D’où la notion majeure en RSE, de dialogue, voire de co-construction avec les parties prenantes: il ne s’agit pas simplement de tenir compte et d’intégrer les préoccupations des parties prenantes, de dialoguer avec elles ; il s’agit de construire avec elles. On peut ainsi, pour chacune des parties prenantes, définir le niveau de maturité de la relation réciproque : Identification; Information; Consultation; Concertation; Co-décision ; Partenariat. On peut enfin se fixer collégialement des objectifs de progression de cette maturité, identifier des enjeux partagés, déterminer des objectifs et des indicateurs de mesure, définir des actions mutuellement gagnantes, affecter des moyens et effectuer des bilans. C’est cette approche que je soutiens en traduisant l’acronyme RSE par « Retour Sur Engagements ».
Ainsi, l’ISO 26000 relève que « le rôle des parties prenantes dans la responsabilité sociétale, l’identification des parties prenantes et le dialogue avec elles, sont fondamentaux en matière de responsabilité sociétale. Il est recommandé à l’organisation de déterminer qui a un intérêt dans ses décisions et activités de façon à ce qu’elle puisse comprendre les impacts qu’elle exerce et identifier la manière de les traiter ». C’est sans doute un facteur essentiel d’évolution de la RSE aujourd’hui, que la loi PACTE devrait encourager. Comme l’écrit Béatrice Héraud, « le dialogue avec les parties prenantes est l’un des piliers de la RSE. Mais la co-construction va beaucoup plus loin. Il ne s’agit pas de faire réagir trois organisations non gouvernementales (ONG) et deux clients à un rapport développement durable ou de s’entretenir avec eux une fois par an. Encore moins d’enquêtes de satisfaction ou d’audits fournisseurs ! La co-construction demande un engagement fort de l’entreprise et des parties prenantes sur un sujet précis, avec un suivi dans le temps et des changements concrets »[7].

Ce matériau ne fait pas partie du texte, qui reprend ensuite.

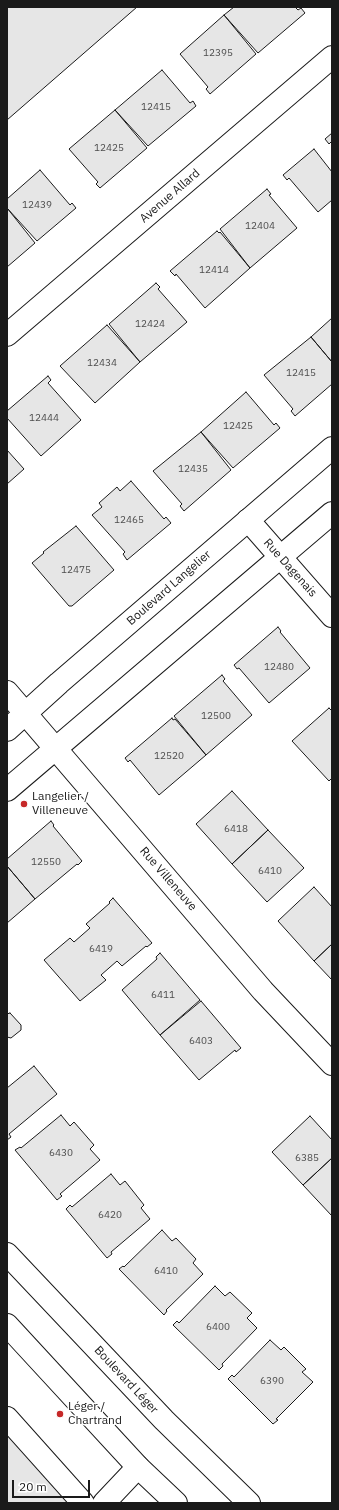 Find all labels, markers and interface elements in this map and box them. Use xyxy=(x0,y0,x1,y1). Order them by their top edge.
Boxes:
house number: 12395 xyxy=(203,47,233,59)
house number: 12415 xyxy=(141,101,171,113)
house number: 12425 xyxy=(94,142,124,154)
street label: Avenue Allard xyxy=(137,166,203,226)
house number: 12439 xyxy=(22,199,52,211)
house number: 12404 xyxy=(245,220,275,232)
house number: 12414 xyxy=(199,264,229,276)
house number: 12424 xyxy=(135,318,165,330)
house number: 12434 xyxy=(87,357,117,369)
house number: 12415 xyxy=(286,367,316,379)
house number: 12444 xyxy=(29,412,59,424)
house number: 12425 xyxy=(223,420,253,432)
house number: 12435 xyxy=(178,463,208,475)
house number: 12465 xyxy=(114,514,144,526)
street label: Rue Dagenais xyxy=(260,536,320,600)
street label: Boulevard Langelier xyxy=(124,548,214,628)
house number: 12475 xyxy=(61,564,91,576)
house number: 12480 xyxy=(264,661,294,673)
house number: 12500 xyxy=(201,710,231,722)
house number: 12520 xyxy=(154,750,184,762)
place label: Langelier / Villeneuve xyxy=(32,790,89,818)
marker: Langelier / Villeneuve xyxy=(19,799,29,809)
house number: 6418 xyxy=(224,823,248,835)
street label: Rue Villeneuve xyxy=(136,844,200,914)
house number: 12550 xyxy=(31,856,61,868)
house number: 6410 xyxy=(258,865,282,877)
house number: 6419 xyxy=(89,943,113,955)
house number: 6411 xyxy=(151,989,175,1001)
house number: 6403 xyxy=(189,1035,213,1047)
house number: 6430 xyxy=(49,1147,73,1159)
house number: 6385 xyxy=(295,1152,319,1164)
house number: 6420 xyxy=(98,1209,122,1221)
house number: 6410 xyxy=(154,1265,178,1277)
house number: 6400 xyxy=(206,1321,230,1333)
street label: Boulevard Léger xyxy=(91,1343,161,1417)
house number: 6390 xyxy=(260,1375,284,1387)
place label: Léger / Chartrand xyxy=(68,1400,122,1428)
marker: Léger / Chartrand xyxy=(55,1409,65,1419)
scale bar xyxy=(14,1472,92,1498)
text: 20 m xyxy=(19,1479,47,1494)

Dès la première édition de son guide intitulé « Cap vers la RSE : Comment dialoguer avec les parties prenantes », édité en décembre 2013 par le Medef pour s’adresser à « tous ceux qui s’interrogent sur leur stratégie RSE et notamment sur l’intérêt pour l’entreprise d’engager un dialogue avec ses parties prenantes », l’organisation patronale affirmait justement que « l’entreprise seule ne peut pas aujourd’hui construire ses réponses en matière de RSE sans se concerter avec les acteurs qui participent et /ou interfèrent dans ses activités. Cette concertation ne vise pas le consensus à tout prix, mais elle doit permettre de mieux connaître l’impact de l’activité de l’entreprise sur la société dans son ensemble et ainsi de mieux prévenir les risques ».
Cette approche d’intégration des parties prenantes fait aussi évoluer le management. Alors que traditionnellement le réflexe d’un manager de proximité est de créer « une bulle d’autonomie » permettant à son équipe d’aligner toutes les compétences nécessaires pour réduire les risques de la collaboration, le management responsable (et agile) lui suggère au contraire d’intégrer les parties prenantes internes et externes à son animation d’équipe. C’est un changement culturel majeur dont doivent s’emparer les DRH.
2 – Prendre en compte (en charge ?) les externalités
Le concept de parties prenantes permet d’étendre le principe de responsabilité. Il repose sur l’idée que l’entreprise ne prend pas en compte spontanément les conséquences négatives de son activité, ce que les économistes appellent “les externalités négatives”, ce qui les pousse à sous-estimer les risques qu’elles font peser sur leurs parties prenantes, par exemple la pollution à l’extérieur, qui affecte la biodiversité et les générations futures ; les risques psychosociaux à l’intérieur, qui pèsent sur la santé des salariés et les équilibres budgétaires de l’Assurance maladie.
Le terme « externalité » exprime bien le fait que ces coûts sont reportés sur d’autres agents économiques à l’extérieur de l’entreprise, qui sait qu’elle n’en paiera pas la facture. Selon la définition de l’OCDE, « la notion d’externalité se réfère aux situations dans lesquelles les effets de la production ou de la consommation de biens ou services imposent des coûts ou des bénéfices sur des agents qui ne sont pas les bénéficiaires et qui ne sont pas pris en compte dans le prix pratiqué »[8]. L’enjeu est donc considérable en termes d’équilibre économique. Qui sait, par exemple, ce que serait le « vrai » prix de l’électricité en France si EDF prenait en compte le coût de ses impacts en termes de rejet de CO2 pour le thermique, de retraitement et enfouissement du combustible pour le nucléaire ?
La théorie des parties prenantes, d’inspiration américaine, a merveilleusement récupéré et recyclé les travaux menés par les économistes européens, notamment sur les mécanismes d’externalisation des coûts, décrits dès 1920 par l’économiste britannique Arthur Pigou, un collègue de John Maynard Keynes à Cambridge. Beaucoup plus récemment, on retrouve les prolongements de ce courant chez l’économiste français (et Nobel d’économie) Jean Tirole dans « l’économie du bien commun » (PUF, mai 2016).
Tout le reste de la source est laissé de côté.